Other returnees to southern Syria have found their old homes destroyed. They live in makeshift shelters alongside other displaced people who can’t return to areas controlled by extremist groups or the government, with scarce access to water or electricity. “People are still living in fear and [are] not settled,” Mohammad Saeed al-Migdad, a member of the Daraa Provincial Council, told me. “The situation is de-escalated, which gives comfort to some people. But most of the region still has destruction, and people don’t have the capacity or materials to rebuild.”
Return is a one-way choice. Jordanian officials and UN agencies have confirmed that those who go back to Syria will not be allowed back in. Yet it’s a choice that many Syrians dream of, if only for some guarantee of safety.
“I’ll just farm tomatoes,” one Syrian from Daraa told me, shrugging when I asked how he planned to survive if he returned. He’d crossed the border into Jordan on foot in 2012, after two of his brothers vanished into government detention. He settled in Zarqa, an industrial city near Amman, where he survived by working in a convenience store. Later, he put his Master’s in English literature to use by doing translation work for foreigners (including journalists, which is how we met).

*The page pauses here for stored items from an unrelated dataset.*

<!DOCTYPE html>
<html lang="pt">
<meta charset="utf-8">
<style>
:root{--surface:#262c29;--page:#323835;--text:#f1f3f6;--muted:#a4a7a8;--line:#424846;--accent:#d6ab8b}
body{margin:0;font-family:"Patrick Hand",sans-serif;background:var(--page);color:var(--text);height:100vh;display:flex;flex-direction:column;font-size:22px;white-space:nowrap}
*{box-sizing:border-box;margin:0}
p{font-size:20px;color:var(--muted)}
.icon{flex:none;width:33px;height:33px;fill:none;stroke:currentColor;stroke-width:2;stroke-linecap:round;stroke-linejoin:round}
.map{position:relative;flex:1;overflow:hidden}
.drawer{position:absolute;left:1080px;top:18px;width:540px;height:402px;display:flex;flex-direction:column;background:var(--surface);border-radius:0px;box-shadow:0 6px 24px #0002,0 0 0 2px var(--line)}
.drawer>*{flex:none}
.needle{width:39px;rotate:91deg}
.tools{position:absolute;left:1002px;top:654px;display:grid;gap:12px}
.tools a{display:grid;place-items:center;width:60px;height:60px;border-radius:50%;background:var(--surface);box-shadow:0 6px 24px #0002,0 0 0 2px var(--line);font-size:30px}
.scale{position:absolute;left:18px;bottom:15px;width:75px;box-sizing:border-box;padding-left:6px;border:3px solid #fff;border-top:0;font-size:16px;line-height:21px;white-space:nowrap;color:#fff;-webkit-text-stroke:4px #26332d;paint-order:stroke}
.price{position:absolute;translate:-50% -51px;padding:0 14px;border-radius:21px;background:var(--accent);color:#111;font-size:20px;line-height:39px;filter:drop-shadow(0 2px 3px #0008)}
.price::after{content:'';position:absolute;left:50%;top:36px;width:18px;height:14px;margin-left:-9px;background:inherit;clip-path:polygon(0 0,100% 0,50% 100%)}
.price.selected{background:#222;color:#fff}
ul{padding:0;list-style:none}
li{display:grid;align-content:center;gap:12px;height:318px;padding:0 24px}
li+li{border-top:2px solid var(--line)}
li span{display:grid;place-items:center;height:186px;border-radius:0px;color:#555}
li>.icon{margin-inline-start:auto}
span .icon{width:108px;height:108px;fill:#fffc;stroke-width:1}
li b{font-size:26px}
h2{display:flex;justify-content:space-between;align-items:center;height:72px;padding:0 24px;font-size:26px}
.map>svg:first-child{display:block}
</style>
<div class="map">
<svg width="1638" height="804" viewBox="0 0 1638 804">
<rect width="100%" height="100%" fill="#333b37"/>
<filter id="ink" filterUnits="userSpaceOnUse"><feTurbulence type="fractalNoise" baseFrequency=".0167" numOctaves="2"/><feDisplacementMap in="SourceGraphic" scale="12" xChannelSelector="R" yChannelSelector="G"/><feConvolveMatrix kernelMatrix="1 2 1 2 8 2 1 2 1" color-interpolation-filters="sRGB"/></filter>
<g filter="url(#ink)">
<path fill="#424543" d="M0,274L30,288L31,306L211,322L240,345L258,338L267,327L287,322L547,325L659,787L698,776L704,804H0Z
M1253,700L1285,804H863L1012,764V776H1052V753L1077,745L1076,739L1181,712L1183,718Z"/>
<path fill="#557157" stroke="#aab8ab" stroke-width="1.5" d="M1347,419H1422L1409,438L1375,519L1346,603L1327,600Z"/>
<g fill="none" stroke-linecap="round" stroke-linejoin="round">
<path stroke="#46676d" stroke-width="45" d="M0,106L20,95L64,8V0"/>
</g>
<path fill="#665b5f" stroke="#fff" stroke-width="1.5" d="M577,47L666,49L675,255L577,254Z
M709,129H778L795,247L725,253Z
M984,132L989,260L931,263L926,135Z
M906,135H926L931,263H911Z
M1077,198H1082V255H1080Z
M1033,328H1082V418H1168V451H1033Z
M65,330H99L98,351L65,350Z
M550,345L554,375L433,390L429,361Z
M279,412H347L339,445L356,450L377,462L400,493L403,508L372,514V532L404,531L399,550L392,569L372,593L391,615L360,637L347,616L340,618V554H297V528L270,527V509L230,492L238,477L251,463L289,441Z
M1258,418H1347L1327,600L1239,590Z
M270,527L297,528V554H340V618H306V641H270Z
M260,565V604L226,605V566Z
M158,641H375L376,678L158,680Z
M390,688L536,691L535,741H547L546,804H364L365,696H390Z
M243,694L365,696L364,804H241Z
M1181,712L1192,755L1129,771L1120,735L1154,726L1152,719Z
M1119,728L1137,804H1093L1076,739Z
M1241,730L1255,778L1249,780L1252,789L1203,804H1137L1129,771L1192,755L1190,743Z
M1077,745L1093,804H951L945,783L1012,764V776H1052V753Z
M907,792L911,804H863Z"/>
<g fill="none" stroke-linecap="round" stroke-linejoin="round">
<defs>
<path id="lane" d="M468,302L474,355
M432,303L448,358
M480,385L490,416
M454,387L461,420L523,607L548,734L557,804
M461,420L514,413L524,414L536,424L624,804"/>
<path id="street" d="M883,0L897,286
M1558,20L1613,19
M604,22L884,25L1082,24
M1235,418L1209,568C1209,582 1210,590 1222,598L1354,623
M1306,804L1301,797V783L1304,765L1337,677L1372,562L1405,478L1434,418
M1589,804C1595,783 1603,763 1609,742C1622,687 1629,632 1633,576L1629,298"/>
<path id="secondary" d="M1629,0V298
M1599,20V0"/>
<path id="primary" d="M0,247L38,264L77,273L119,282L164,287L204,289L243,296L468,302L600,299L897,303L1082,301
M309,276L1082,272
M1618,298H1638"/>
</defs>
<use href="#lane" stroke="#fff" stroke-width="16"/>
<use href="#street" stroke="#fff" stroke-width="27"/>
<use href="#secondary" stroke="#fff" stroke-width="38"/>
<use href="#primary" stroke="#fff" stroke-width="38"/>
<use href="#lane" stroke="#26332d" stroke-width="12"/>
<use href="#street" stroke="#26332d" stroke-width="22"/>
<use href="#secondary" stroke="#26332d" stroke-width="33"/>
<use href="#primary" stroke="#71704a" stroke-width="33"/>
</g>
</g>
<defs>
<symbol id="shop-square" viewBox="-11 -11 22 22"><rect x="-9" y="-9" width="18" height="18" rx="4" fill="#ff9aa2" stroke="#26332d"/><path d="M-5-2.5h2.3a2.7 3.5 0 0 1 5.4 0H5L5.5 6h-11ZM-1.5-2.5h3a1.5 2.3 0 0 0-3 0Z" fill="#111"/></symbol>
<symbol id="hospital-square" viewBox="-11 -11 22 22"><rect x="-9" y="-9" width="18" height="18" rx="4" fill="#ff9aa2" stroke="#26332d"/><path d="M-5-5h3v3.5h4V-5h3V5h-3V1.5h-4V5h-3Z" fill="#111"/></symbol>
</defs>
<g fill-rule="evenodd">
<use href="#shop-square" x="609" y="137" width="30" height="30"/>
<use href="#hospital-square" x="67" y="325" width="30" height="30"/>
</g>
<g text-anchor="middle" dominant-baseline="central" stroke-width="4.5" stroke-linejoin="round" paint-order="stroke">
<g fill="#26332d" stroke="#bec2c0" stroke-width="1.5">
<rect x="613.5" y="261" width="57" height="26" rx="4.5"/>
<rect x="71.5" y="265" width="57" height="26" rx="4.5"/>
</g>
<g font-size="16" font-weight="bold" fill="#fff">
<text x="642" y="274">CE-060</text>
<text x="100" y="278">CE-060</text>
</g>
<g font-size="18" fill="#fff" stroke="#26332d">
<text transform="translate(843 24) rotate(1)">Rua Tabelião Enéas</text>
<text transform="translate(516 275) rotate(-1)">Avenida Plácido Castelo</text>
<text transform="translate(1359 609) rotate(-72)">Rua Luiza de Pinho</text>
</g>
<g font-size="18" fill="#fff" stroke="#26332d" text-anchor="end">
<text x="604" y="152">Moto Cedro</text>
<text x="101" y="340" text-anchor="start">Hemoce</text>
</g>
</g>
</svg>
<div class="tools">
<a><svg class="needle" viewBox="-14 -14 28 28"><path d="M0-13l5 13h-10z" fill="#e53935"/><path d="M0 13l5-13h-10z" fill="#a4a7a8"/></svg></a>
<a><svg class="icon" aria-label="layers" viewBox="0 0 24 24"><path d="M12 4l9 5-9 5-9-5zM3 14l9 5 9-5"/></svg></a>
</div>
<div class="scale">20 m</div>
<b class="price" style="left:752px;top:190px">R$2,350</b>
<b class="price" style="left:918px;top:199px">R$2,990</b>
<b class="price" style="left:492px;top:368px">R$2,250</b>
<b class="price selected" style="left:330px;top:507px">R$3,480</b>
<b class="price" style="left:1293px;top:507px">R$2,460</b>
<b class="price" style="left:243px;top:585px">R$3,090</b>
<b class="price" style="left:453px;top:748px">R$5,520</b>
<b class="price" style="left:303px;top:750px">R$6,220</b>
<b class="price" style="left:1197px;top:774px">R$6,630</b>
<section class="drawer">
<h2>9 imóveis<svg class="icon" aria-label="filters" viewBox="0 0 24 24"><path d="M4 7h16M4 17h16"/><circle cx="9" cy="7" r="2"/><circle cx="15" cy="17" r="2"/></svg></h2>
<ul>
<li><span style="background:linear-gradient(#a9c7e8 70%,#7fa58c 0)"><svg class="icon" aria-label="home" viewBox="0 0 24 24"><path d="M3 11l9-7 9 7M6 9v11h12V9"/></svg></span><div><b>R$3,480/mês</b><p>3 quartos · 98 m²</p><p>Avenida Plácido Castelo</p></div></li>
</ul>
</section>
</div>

“Going back is a wish that I ask God to make happen for us, five times a day at least. It’s impossible to forget this dream,” he said. His wife was newly pregnant then, and he told me how he wanted his son to grow up, like him, on Syrian soil, surrounded by family, with the scents and tastes of jasmine and olives and lemons picked from their own trees. I feared that I wouldn’t see him again—a thought that crosses Syrian minds daily, when they speak with their family members spread across the world’s length of sea journeys, closed borders, desert camps, homes turned into graves, and useless protection papers and monitored phone calls. Then, his wife miscarried, and their son died in birth. They chose to stay in Jordan.
For many Syrians, acceptance of “fate” has become the sole means of mental survival. “We say, ‘Okay, this is what God has decided for us. This helps us to pass anything,’” my friend said when we met, months later. “Look what happened in Syria, and now we are laughing and having fun and continuing our lives. If we think deeply about what happened, it’s worth committing suicide. If we thought deeply about what we lost, I could kill myself twice a day. But when I think this is something out of control, I say, alhamdullilah. We can accept it.”

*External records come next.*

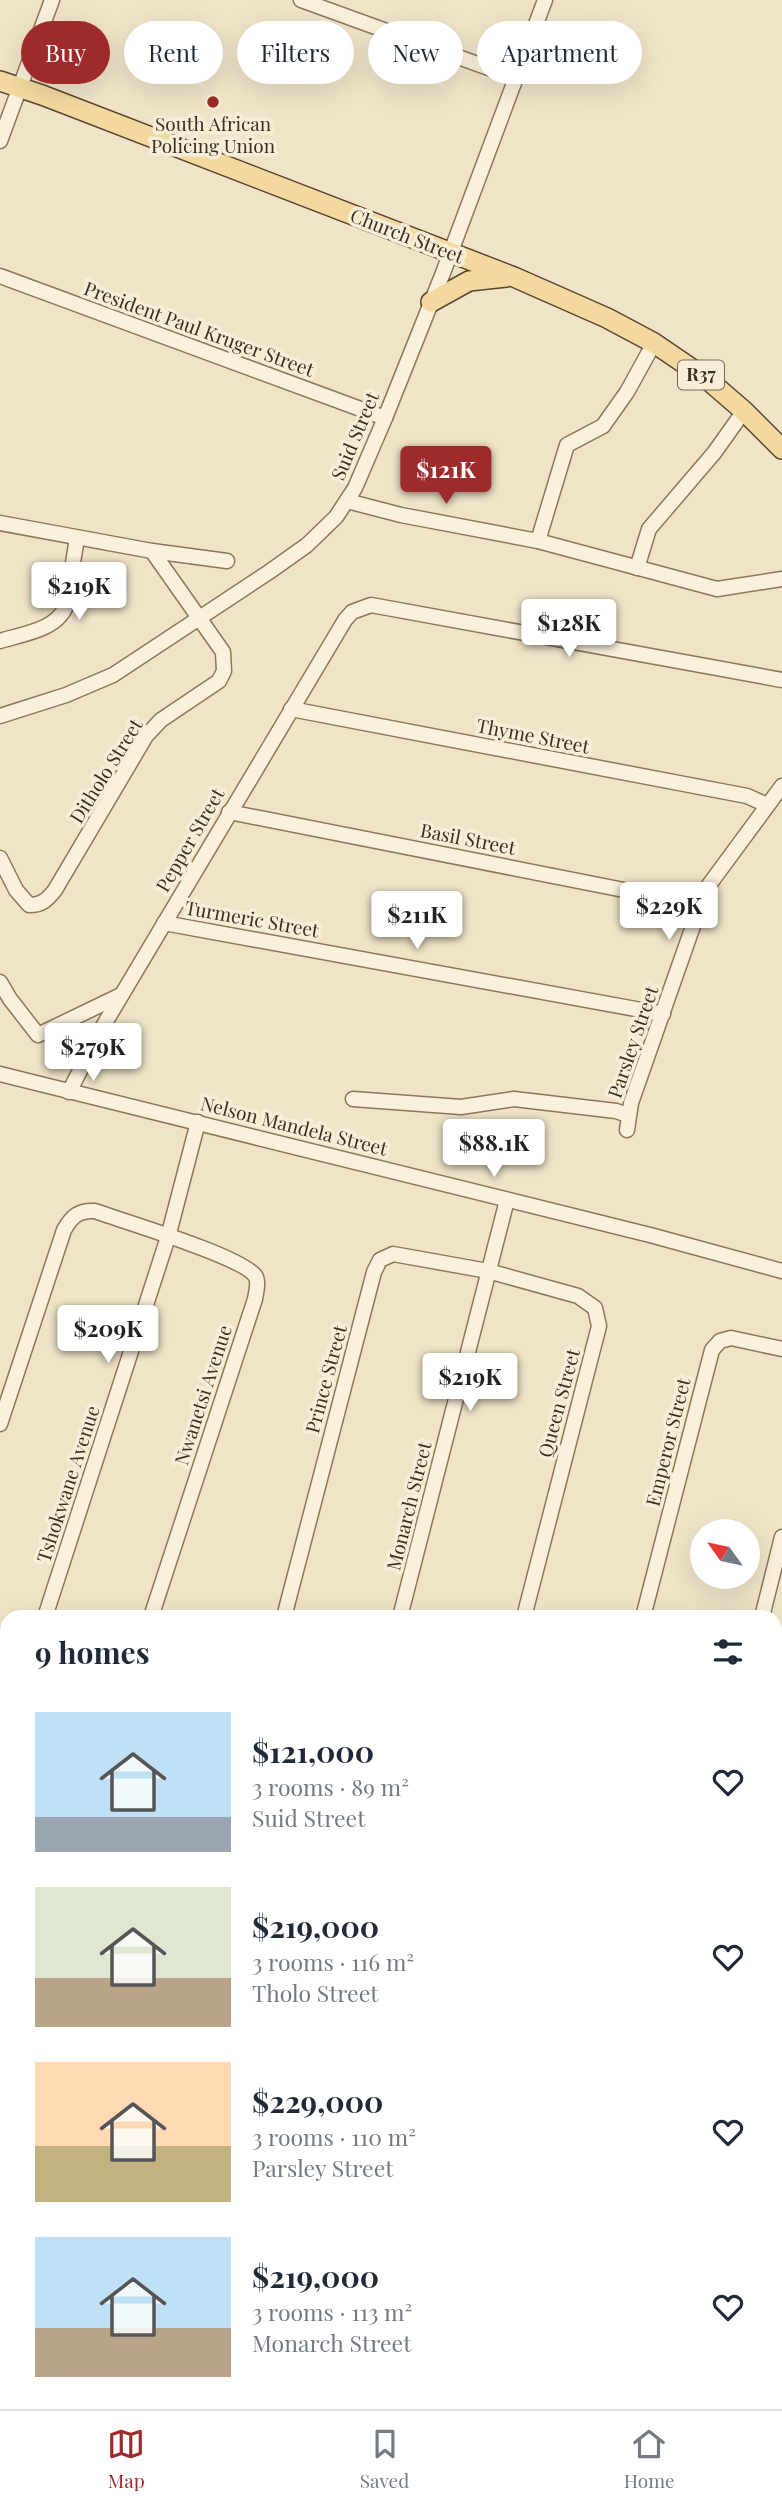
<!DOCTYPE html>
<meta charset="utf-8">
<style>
body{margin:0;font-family:"Playfair Display",serif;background:#f2f2f3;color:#1f2937;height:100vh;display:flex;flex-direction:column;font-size:26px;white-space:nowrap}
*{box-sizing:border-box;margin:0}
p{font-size:23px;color:#747a83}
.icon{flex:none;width:38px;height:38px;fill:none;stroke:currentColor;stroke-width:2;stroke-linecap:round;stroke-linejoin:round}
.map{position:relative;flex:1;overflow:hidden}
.drawer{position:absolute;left:0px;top:1610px;width:782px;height:800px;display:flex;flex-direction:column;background:#fff;border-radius:21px 21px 0 0;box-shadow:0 7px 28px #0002}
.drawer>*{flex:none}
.banner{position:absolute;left:21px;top:21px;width:740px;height:63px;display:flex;gap:14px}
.needle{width:46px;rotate:303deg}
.tools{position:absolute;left:690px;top:1519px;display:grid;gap:14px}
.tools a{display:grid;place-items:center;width:70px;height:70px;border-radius:50%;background:#fff;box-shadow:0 7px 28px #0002;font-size:35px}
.price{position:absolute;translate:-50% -60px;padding:0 16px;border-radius:7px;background:#fff;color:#222;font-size:23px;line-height:46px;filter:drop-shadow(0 2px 4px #0008)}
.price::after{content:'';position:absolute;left:50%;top:42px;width:21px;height:16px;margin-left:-10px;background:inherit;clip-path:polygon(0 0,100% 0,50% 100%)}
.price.on{background:#9e2a2b;color:#fff}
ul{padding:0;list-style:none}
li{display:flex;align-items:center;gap:21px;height:175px;padding:0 35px}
li span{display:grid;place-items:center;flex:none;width:196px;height:140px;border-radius:0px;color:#555}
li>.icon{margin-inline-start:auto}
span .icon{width:84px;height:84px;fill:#fffc;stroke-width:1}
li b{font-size:30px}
h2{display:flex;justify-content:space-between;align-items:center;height:84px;padding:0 35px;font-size:30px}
.pill{padding:0 24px;border-radius:32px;background:#fff;box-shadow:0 7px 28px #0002;font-size:24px;line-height:63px}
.pill.on{background:#9e2a2b;color:#fff}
.dock{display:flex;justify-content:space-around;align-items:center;height:98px;border-top:2px solid #e0e1e3;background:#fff;font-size:19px;color:#747a83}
.dock a{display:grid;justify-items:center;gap:4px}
.dock .on{color:#9e2a2b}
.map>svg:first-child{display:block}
</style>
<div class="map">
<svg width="782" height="2409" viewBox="0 0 782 2409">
<rect width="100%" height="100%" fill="#f0e4c8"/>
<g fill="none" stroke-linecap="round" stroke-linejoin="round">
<g stroke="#8d765c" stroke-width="17">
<g id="minor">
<path d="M301,0L516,78"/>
<path d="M0,141L52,0"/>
<path d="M0,276L385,418"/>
<path d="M654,343L627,392L603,426L567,445L538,541L717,589L782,579"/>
<path d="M347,501L401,515L538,541"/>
<path d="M0,523L152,551L227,561"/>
<path d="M637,568L649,529L714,453L744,411"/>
<path d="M0,641C22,634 57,630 66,606L77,538"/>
<path d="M291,709L747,796L767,805"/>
<path d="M0,716L66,695L113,675L269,572L307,545L336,517L355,488L385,418L443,273L545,0"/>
<path d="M229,812L700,905"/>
<path d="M0,858L16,890L29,905C42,905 47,900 55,890L146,736L161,720L219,681L224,671L223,652L152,551"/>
<path d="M164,923L663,1014"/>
<path d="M0,982L10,999L38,1035L121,995"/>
<path d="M0,1074L650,1235L782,1271"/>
<path d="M69,1092L102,1028L345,620L352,612L371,605L782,680"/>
<path d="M353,1099L461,1107L514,1099L616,1111L628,1115"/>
<path d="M627,1130L631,1103L706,889L782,786"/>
<path d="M0,1424L64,1230C72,1216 79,1210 95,1211C122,1221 245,1257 256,1277C259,1284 256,1292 255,1299L151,1617"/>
<path d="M45,1617L168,1237L198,1122"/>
<path d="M284,1617L374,1272L380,1260L393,1254L488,1271L578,1296L595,1308L599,1326L524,1617"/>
<path d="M400,1617L507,1200"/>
<path d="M643,1617L712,1350L720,1341L731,1338L782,1349"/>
<path d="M762,1617L782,1537"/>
<path d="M0,1757L7,1736"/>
<path d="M0,1901L7,1903"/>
<path d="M0,1973L7,1975"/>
<path d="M775,2040L782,2013"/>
<path d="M0,2045L7,2047"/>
<path d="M0,2166L7,2168"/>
<path d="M775,2172L782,2173"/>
<path d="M0,2274L7,2256"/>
<path d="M0,2360L7,2364"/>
<path d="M14,2409L15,2403"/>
</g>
</g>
<g stroke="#5b4430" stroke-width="22">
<g id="major">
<path d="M0,81L42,95L514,277L607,318L654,343L707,379L744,411L782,449"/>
<path d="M431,302L469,281L506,277"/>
</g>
</g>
<use href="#minor" stroke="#faf1dc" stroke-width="14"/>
<use href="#major" stroke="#f3d9a0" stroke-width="19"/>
</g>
<circle fill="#9e2a2b" stroke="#f7eed8" stroke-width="2.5" cx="213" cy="102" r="7"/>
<g text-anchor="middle" stroke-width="7" stroke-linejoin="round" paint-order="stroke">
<rect fill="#f7eed8" stroke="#756857" stroke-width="2" x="678" y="360.5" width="46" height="29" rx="5"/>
<g font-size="18" font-weight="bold" fill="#3d2e20">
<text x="701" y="381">R37</text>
</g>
<g font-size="19" fill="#3d2e20" stroke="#f7eed8">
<text x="213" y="131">South African<tspan x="213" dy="22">Policing Union</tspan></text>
</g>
<g font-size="19" fill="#3d2e20" stroke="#f7eed8">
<text transform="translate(407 236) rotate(21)" y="7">Church Street</text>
<text transform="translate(199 329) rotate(20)" y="7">President Paul Kruger Street</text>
<text transform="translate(355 436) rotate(-67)" y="7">Suid Street</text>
<text transform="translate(533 736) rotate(11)" y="7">Thyme Street</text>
<text transform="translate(106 771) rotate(-58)" y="7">Ditholo Street</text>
<text transform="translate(468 839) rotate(11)" y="7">Basil Street</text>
<text transform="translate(190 840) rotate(-60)" y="7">Pepper Street</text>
<text transform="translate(252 919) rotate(10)" y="7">Turmeric Street</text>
<text transform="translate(633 1042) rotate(-71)" y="7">Parsley Street</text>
<text transform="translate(294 1126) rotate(14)" y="7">Nelson Mandela Street</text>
<text transform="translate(326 1379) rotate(-75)" y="7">Prince Street</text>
<text transform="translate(203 1395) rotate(-72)" y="7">Nwanetsi Avenue</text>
<text transform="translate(559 1403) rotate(-75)" y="7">Queen Street</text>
<text transform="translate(668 1442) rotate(-76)" y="7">Emperor Street</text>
<text transform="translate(68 1484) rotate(-72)" y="7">Tshokwane Avenue</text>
<text transform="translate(409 1506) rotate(-76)" y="7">Monarch Street</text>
</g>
</g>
</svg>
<div class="tools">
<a><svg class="needle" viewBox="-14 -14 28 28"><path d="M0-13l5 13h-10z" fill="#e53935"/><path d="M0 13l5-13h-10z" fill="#747a83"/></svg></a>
</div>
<b class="price on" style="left:446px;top:506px">$121K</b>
<b class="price" style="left:79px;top:622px">$219K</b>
<b class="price" style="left:569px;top:659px">$128K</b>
<b class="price" style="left:669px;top:942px">$229K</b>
<b class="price" style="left:417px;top:951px">$211K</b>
<b class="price" style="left:93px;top:1083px">$279K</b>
<b class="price" style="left:494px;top:1179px">$88.1K</b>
<b class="price" style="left:108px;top:1365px">$209K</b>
<b class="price" style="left:470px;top:1413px">$219K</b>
<div class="banner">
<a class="pill on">Buy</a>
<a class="pill">Rent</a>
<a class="pill">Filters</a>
<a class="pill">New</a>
<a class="pill">Apartment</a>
</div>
<section class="drawer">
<h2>9 homes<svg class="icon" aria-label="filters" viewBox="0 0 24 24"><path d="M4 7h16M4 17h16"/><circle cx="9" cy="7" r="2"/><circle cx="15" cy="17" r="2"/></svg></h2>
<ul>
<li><span style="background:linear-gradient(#bfe0f5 75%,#9aa5b1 0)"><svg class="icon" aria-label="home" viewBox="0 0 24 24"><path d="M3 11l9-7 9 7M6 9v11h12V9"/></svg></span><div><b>$121,000</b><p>3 rooms · 89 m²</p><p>Suid Street</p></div><svg class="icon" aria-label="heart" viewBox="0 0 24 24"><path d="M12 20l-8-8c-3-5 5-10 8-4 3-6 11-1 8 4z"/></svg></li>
<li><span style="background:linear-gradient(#dfe7d0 65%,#b9a48a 0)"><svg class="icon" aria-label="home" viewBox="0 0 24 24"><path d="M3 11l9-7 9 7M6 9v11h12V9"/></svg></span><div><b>$219,000</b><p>3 rooms · 116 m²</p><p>Tholo Street</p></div><svg class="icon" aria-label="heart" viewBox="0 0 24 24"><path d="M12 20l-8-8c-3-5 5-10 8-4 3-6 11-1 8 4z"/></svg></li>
<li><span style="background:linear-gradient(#ffd9b3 60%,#c2b280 0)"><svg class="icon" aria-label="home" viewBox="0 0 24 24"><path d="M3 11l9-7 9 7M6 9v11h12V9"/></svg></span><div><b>$229,000</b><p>3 rooms · 110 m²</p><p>Parsley Street</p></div><svg class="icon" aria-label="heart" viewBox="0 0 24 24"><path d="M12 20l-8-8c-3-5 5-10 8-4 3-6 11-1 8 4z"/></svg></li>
<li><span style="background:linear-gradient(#bfe0f5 65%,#b9a48a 0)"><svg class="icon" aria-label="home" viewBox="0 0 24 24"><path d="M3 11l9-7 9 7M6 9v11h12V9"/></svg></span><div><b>$219,000</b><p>3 rooms · 113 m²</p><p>Monarch Street</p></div><svg class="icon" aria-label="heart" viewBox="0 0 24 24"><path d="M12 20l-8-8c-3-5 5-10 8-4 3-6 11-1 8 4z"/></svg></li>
</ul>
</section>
</div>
<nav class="dock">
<a class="on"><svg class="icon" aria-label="map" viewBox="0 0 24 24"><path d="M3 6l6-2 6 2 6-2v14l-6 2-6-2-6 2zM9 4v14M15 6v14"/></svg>Map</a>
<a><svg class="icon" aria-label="saved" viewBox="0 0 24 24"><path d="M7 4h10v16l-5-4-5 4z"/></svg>Saved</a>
<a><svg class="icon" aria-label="home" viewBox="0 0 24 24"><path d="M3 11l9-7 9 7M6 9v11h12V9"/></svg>Home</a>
</nav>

For others, especially those trapped in ongoing danger, despair is all that makes sense. Last month, one 40-year-old man stuck at the Syria-Jordan border told me about the thousands of newly displaced Syrians who’d just fled Hadalat camp for Rukban, the bigger of two border camps. “Maybe if we were killed, it’d be easier,” he said when I asked what he thought of refugee return or resettlement. “If somebody asks, what has happened with the refugees? You say, ‘Yes, we killed them,’ and you solve the problem.”
Years ago, this man was an ornithologist, he said. He’d worked at a reserve in the central Syrian Desert with more than a thousand Arabian gazelles and oryxes, specializing in tracking the bald ibis, a rare bird that once migrated between the Levant, the Gulf, and Central Africa. Then he had to flee from Palmyra to Raqqa to Rukban, where his six children and wife are living among at least 50,000 displaced people in tents and mud shelters. The bald ibis has since gone extinct in the Middle East.
“It was a very beautiful job,” the ornithologist said. “And now I am like the prisoner, who has no title. I am a refugee. I’m just a number,” he said.